» **Exercise description**
Write out every entry exactly as given, but omit the pictures.

BEGIN Supplied data

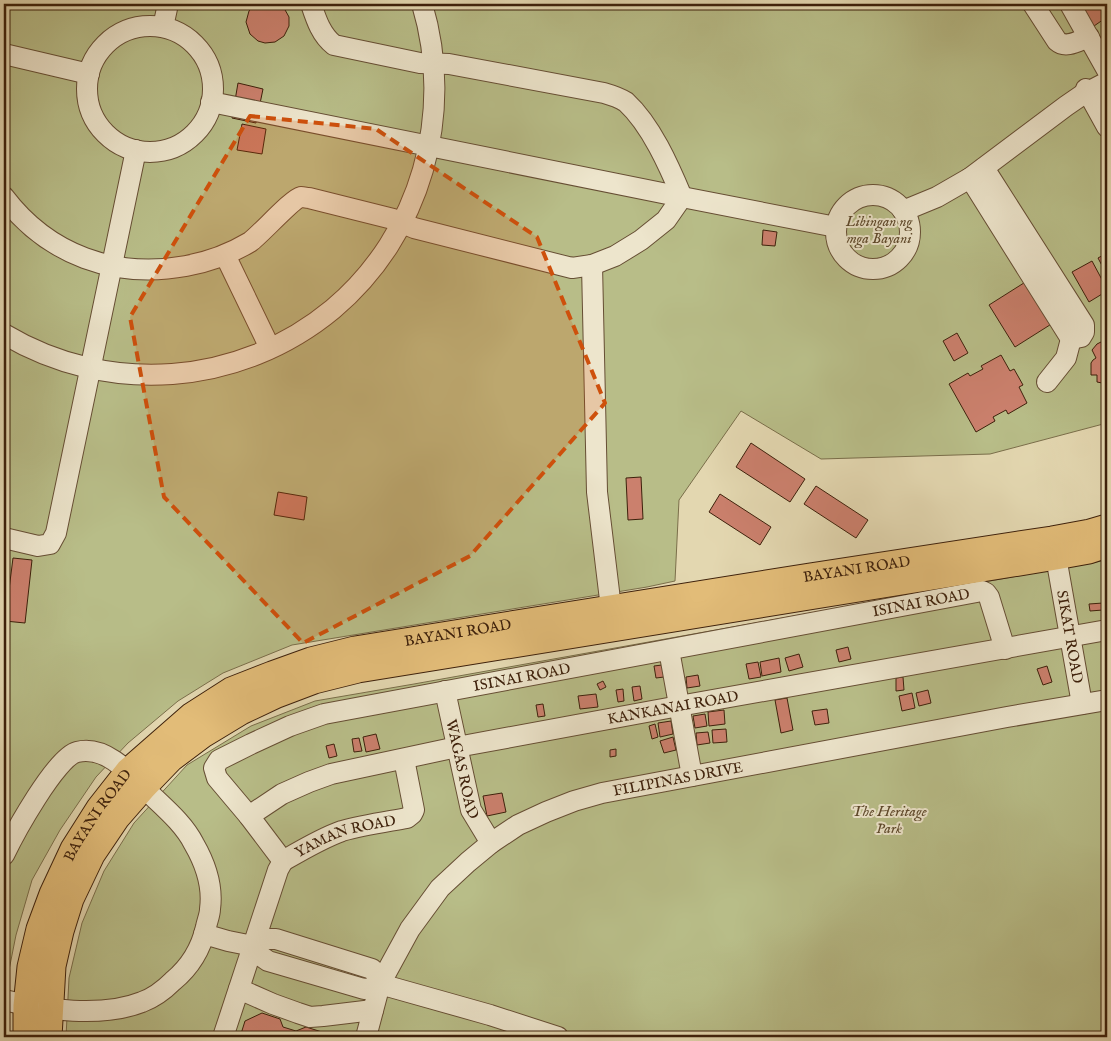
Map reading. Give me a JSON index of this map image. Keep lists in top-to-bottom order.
{
  "streets": {
    "main road": ["BAYANI ROAD"],
    "street": [
      "ISINAI ROAD",
      "SIKAT ROAD",
      "KANKANAI ROAD",
      "WAGAS ROAD",
      "FILIPINAS DRIVE",
      "YAMAN ROAD"
    ]
  },
  "crossings": [
    ["BAYANI ROAD", "SIKAT ROAD"],
    ["ISINAI ROAD", "KANKANAI ROAD"],
    ["ISINAI ROAD", "WAGAS ROAD"],
    ["ISINAI ROAD", "YAMAN ROAD"],
    ["SIKAT ROAD", "KANKANAI ROAD"],
    ["SIKAT ROAD", "FILIPINAS DRIVE"],
    ["KANKANAI ROAD", "WAGAS ROAD"],
    ["KANKANAI ROAD", "YAMAN ROAD"],
    ["WAGAS ROAD", "FILIPINAS DRIVE"]
  ],
  "parks": ["Libingan ng mga Bayani", "The Heritage Park"]
}
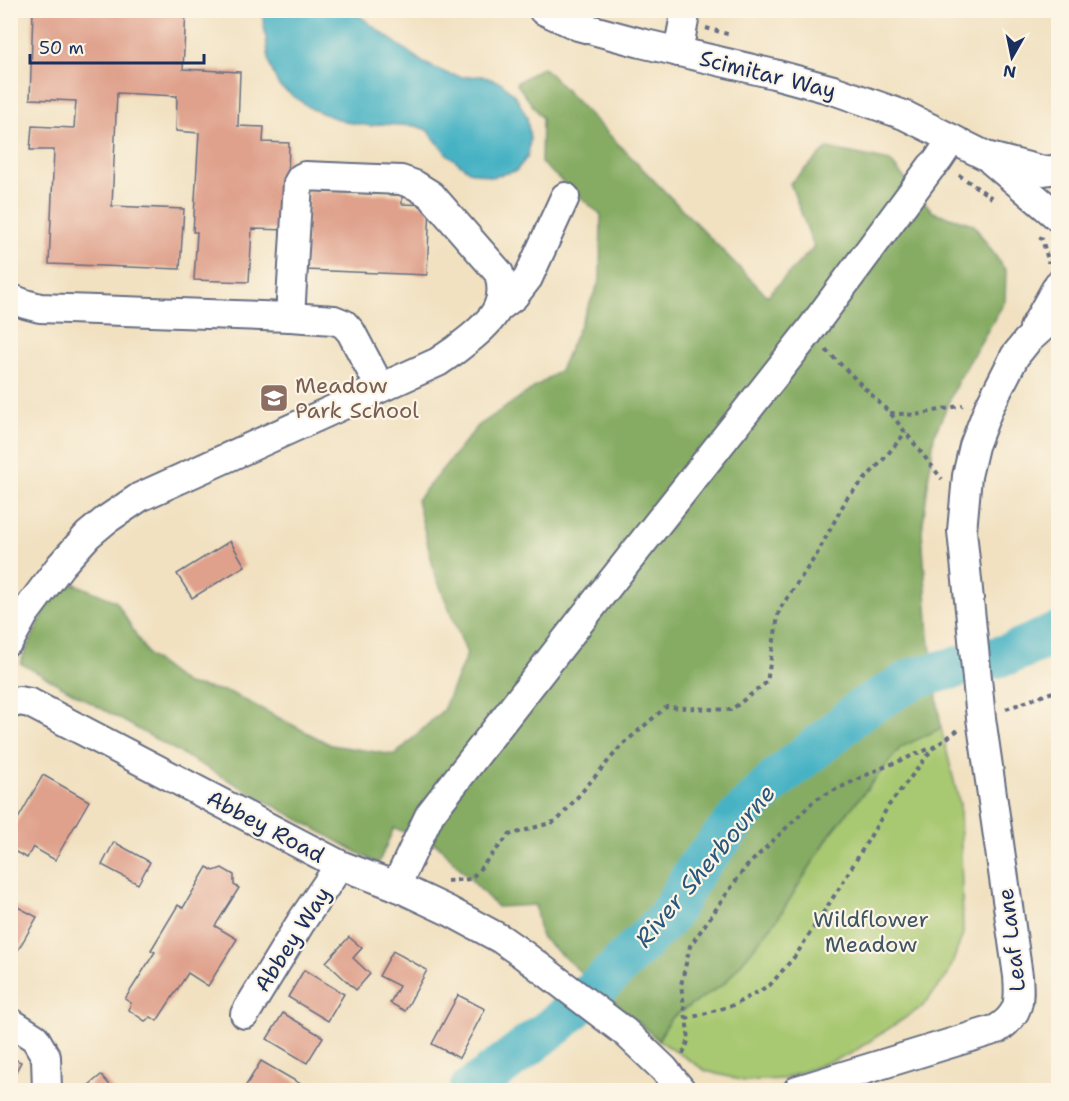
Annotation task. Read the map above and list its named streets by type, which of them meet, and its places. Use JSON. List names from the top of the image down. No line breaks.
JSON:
{"streets":{"street":["Scimitar Way","Abbey Road","Abbey Way","Leaf Lane"]},"crossings":[["Abbey Road","Abbey Way"]],"water":["River Sherbourne"],"parks":["Wildflower Meadow"],"places":{"school or university":["Meadow Park School"]},"scale_bar":"50 m","north":"bottom"}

END Supplied data

» **Written answer**
Map reading. Give me a JSON index of this map image. Keep lists in top-to-bottom order.
{
  "streets": {
    "main road": ["BAYANI ROAD"],
    "street": [
      "ISINAI ROAD",
      "SIKAT ROAD",
      "KANKANAI ROAD",
      "WAGAS ROAD",
      "FILIPINAS DRIVE",
      "YAMAN ROAD"
    ]
  },
  "crossings": [
    ["BAYANI ROAD", "SIKAT ROAD"],
    ["ISINAI ROAD", "KANKANAI ROAD"],
    ["ISINAI ROAD", "WAGAS ROAD"],
    ["ISINAI ROAD", "YAMAN ROAD"],
    ["SIKAT ROAD", "KANKANAI ROAD"],
    ["SIKAT ROAD", "FILIPINAS DRIVE"],
    ["KANKANAI ROAD", "WAGAS ROAD"],
    ["KANKANAI ROAD", "YAMAN ROAD"],
    ["WAGAS ROAD", "FILIPINAS DRIVE"]
  ],
  "parks": ["Libingan ng mga Bayani", "The Heritage Park"]
}
Annotation task. Read the map above and list its named streets by type, which of them meet, and its places. Use JSON. List names from the top of the image down. No line breaks.
JSON:
{"streets":{"street":["Scimitar Way","Abbey Road","Abbey Way","Leaf Lane"]},"crossings":[["Abbey Road","Abbey Way"]],"water":["River Sherbourne"],"parks":["Wildflower Meadow"],"places":{"school or university":["Meadow Park School"]},"scale_bar":"50 m","north":"bottom"}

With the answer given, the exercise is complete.